Problem to solve.
What are the lines from the top of the entries through the one with "0 #626145) drop-shadow(-1px"? Write them out exactly, with no pictures.

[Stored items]
********************

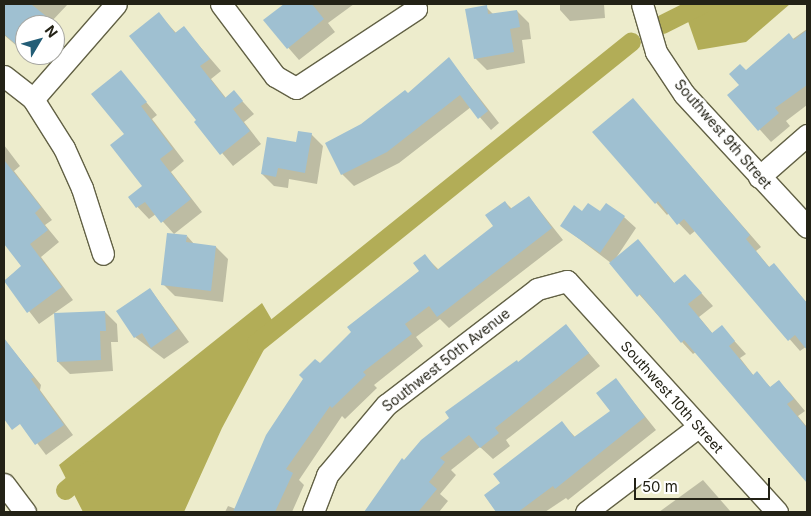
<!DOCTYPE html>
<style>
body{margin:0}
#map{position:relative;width:811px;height:516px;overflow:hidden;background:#edeccc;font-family:Inter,sans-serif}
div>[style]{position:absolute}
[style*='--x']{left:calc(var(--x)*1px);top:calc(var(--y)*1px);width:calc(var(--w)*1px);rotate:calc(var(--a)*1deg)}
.water>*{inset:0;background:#b2ad57}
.shadow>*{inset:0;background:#0003}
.canal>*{height:19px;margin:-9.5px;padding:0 9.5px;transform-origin:9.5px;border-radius:9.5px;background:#b2ad57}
.building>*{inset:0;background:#9fc0d1}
.roads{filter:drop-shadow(1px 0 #626145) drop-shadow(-1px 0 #626145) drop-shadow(0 1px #626145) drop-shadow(0 -1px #626145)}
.street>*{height:21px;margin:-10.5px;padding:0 10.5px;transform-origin:10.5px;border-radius:10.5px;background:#fff}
span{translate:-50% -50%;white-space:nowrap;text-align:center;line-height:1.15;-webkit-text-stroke:4.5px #fff;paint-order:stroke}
.street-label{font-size:14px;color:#232216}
.frame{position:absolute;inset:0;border:5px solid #232216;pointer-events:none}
.north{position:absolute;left:15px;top:15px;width:50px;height:50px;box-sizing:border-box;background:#fff;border:1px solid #a7a7a2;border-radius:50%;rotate:53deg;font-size:14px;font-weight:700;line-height:20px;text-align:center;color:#232216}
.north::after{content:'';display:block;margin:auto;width:18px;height:22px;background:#235d76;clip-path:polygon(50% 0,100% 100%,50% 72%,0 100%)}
.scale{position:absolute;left:634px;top:478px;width:136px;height:22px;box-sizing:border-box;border:2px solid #232216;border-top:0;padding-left:6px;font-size:15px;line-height:18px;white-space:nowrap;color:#232216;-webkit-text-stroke:4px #fff;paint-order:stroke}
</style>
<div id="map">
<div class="water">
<i style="clip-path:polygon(682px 4px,790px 4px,746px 42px,698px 50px)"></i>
<i style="clip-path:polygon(262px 303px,276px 327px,222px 428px,184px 512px,83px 512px,59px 465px)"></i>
</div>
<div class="shadow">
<i style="clip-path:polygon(7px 4px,68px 4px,51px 22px,54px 25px,25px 25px,25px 53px,4px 35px,4px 8px)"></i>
<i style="clip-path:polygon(286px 4px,354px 4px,328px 23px,335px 32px,299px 60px,265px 21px)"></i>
<i style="clip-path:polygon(560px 4px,604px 4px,605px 18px,570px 21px,560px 10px)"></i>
<i style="clip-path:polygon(486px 7px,494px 15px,517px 11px,529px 23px,531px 39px,522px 40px,525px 63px,487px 70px,475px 58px)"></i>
<i style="clip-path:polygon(159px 14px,177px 34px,184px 28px,221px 71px,211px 79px,226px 98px,234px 92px,254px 114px,244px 122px,261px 144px,233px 166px,196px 122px,198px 120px)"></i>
<i style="clip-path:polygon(55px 26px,60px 31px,55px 37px)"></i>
<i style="clip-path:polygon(807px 29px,807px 105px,786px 121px,790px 126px,771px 142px,729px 95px,740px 85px,746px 72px)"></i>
<i style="clip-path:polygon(28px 55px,40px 55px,35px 61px)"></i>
<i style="clip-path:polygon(449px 59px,499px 123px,491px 130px,471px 107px,399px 163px,354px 186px,342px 174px,362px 125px,408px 94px)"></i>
<i style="clip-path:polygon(121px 72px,157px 115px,152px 119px,184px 161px,171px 172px,202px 212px,174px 234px,156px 214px,149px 219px,129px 198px,144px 186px,125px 135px)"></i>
<i style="clip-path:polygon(633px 100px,761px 247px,756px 251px,770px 268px,774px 265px,807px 303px,807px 346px,800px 351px,695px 231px,690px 235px,669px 213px,667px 215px,594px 132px)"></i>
<i style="clip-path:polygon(311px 134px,323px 146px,317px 184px,289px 179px,288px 188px,274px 186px,262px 174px)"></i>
<i style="clip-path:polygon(4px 145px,20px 166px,14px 171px,52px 220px,45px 225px,59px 242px,41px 257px,73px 300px,39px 324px,5px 280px,23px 266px,4px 242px)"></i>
<i style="clip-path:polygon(529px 197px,563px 240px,449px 328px,440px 319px,416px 337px,423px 346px,374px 385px,377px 388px,345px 419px,342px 416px,299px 480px,304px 485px,292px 512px,225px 512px,228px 506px,236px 509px,320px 365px,421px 271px,425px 256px,439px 270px,494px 227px,505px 202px,512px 209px)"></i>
<i style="clip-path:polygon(582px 212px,624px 217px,636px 228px,616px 258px,638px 241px,675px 284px,685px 275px,713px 306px,699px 317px,713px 334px,722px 327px,746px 354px,740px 358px,754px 376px,757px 373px,771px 388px,778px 381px,790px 393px,805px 411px,798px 416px,807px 427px,807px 481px,696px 352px,693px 354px,682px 342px,611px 263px,562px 226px)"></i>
<i style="clip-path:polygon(187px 236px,195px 245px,216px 247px,228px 259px,223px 302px,175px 296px,163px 284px)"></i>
<i style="clip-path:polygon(150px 289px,189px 342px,164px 359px,135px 337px,118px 311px)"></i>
<i style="clip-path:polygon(105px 312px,117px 324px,118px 342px,111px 342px,113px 371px,70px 374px,58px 362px)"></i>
<i style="clip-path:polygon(566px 326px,600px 366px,506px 440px,510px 446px,493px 459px,480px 447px,451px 470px,456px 475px,440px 494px,448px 501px,439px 512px,366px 512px,402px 460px,405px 462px)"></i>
<i style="clip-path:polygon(4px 339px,41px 385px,40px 390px,73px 435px,46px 455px,4px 399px)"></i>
<i style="clip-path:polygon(616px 380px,656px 430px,568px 500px,566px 498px,545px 512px,497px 512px,485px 496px,501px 484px,562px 423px,576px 438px,612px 411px)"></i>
<i style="clip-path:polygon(703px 480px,731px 512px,659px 512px)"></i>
</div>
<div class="canal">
<i style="--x:662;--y:24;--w:45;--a:-26.6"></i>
<i style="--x:256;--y:343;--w:481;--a:-38.8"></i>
<i style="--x:65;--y:490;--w:31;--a:-40"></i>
</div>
<div class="building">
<i style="clip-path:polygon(4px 4px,31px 4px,57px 25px,25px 25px,25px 52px,4px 34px)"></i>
<i style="clip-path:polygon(284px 4px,312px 4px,324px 19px,287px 49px,263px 20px)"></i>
<i style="clip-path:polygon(487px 5px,488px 14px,517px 10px,520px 27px,510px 29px,514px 52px,474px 59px,465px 9px)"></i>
<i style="clip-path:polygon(159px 12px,175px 33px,184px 26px,202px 49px,210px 59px,200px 66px,225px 98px,234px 90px,243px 101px,233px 109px,250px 131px,220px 155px,194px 122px,196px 120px,129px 36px)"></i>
<i style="clip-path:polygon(807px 30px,807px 85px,775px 108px,779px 113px,758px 131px,727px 95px,739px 85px,729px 74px,740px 64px,746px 70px,789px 33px,794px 40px)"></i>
<i style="clip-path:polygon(449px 57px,488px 111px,478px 119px,460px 95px,387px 152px,341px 175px,325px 143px,361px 124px,405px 90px,408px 93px)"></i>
<i style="clip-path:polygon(121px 70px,147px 102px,141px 106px,173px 149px,160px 159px,191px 199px,161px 223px,145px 202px,136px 208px,128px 197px,142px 186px,110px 145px,124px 134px,91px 94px)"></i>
<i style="clip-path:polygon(633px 98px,750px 235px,746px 239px,769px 267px,774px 263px,807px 303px,807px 350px,795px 335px,788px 341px,684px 219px,677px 225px,658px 201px,655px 204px,592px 132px)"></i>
<i style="clip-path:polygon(298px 131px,312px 133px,305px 173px,278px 168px,276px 177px,261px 174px,267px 137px,296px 142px)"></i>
<i style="clip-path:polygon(4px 160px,41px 207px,35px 213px,48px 230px,30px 244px,62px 287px,27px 313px,4px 281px,21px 266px,4px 244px)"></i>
<i style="clip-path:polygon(529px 196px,552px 228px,437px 317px,429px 306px,405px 324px,412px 334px,363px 372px,366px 375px,332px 408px,330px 406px,286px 469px,293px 473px,275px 512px,233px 512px,266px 435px,303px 379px,299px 375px,315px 359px,320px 363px,351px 332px,347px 327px,419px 271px,413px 263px,425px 254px,437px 270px,493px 226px,485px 215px,505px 201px,510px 209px)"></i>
<i style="clip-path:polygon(588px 203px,600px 211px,606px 203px,625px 216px,600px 253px,560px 226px,574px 205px,582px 211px)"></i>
<i style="clip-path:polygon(167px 233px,187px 235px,186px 242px,216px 246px,211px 291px,161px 285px)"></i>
<i style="clip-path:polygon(638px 239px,674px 283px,685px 274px,702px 293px,688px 304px,712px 333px,722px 325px,735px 341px,729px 346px,753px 375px,757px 371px,770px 387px,779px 380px,794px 399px,787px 404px,807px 428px,807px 483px,684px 340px,681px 343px,640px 294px,637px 297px,609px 263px)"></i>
<i style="clip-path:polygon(150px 288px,178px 329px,151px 348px,142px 333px,134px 338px,116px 311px)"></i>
<i style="clip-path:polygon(105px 311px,106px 331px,100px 331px,101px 360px,57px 362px,54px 313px)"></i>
<i style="clip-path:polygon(566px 324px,589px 353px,495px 428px,499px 433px,480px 448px,469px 435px,440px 458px,445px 462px,429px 482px,437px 489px,418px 512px,364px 512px,402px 458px,404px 460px,421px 440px,449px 418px,445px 412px,517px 360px,518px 362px)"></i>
<i style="clip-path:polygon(4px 338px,34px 377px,31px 379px,64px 425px,35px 445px,20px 424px,12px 430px,4px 419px)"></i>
<i style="clip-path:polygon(616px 378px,645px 417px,555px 489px,553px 486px,518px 512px,496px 512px,484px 495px,500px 483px,493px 474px,562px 421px,574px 437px,610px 411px,596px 393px)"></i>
</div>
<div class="roads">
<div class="street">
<i style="--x:221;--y:4;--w:90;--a:53.1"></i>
<i style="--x:275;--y:76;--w:24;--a:30"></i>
<i style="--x:296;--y:88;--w:144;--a:-33.4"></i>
<i style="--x:642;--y:4;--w:50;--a:73.7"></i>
<i style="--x:656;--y:52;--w:50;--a:56.3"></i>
<i style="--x:684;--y:94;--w:181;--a:47.2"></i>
<i style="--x:4;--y:76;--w:37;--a:38"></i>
<i style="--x:33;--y:99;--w:58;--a:57.7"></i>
<i style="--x:64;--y:148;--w:44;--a:65.8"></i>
<i style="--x:82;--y:188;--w:69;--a:72.3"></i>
<i style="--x:33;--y:99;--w:126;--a:-48.9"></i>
<i style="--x:759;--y:177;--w:64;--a:-41.2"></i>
<i style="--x:4;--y:484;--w:35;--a:53"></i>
<i style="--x:313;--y:512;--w:40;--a:-69"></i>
<i style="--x:327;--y:475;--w:92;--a:-49.9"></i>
<i style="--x:386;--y:405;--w:190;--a:-37.5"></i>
<i style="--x:537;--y:289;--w:31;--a:-15"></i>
<i style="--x:567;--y:281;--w:312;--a:47.7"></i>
<i style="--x:586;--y:512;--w:141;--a:-37.2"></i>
</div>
</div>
<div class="street-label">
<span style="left:723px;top:134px;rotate:49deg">Southwest 9th Street</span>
<span style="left:446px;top:360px;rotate:-38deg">Southwest 50th Avenue</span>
<span style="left:672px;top:397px;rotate:48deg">Southwest 10th Street</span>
</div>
<div class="frame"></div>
<div class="north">N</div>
<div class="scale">50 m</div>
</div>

********************

Answer for this exercise.
<!DOCTYPE html>
<style>
body{margin:0}
#map{position:relative;width:811px;height:516px;overflow:hidden;background:#edeccc;font-family:Inter,sans-serif}
div>[style]{position:absolute}
[style*='--x']{left:calc(var(--x)*1px);top:calc(var(--y)*1px);width:calc(var(--w)*1px);rotate:calc(var(--a)*1deg)}
.water>*{inset:0;background:#b2ad57}
.shadow>*{inset:0;background:#0003}
.canal>*{height:19px;margin:-9.5px;padding:0 9.5px;transform-origin:9.5px;border-radius:9.5px;background:#b2ad57}
.building>*{inset:0;background:#9fc0d1}
.roads{filter:drop-shadow(1px 0 #626145) drop-shadow(-1px 0 #626145) drop-shadow(0 1px #626145) drop-shadow(0 -1px #626145)}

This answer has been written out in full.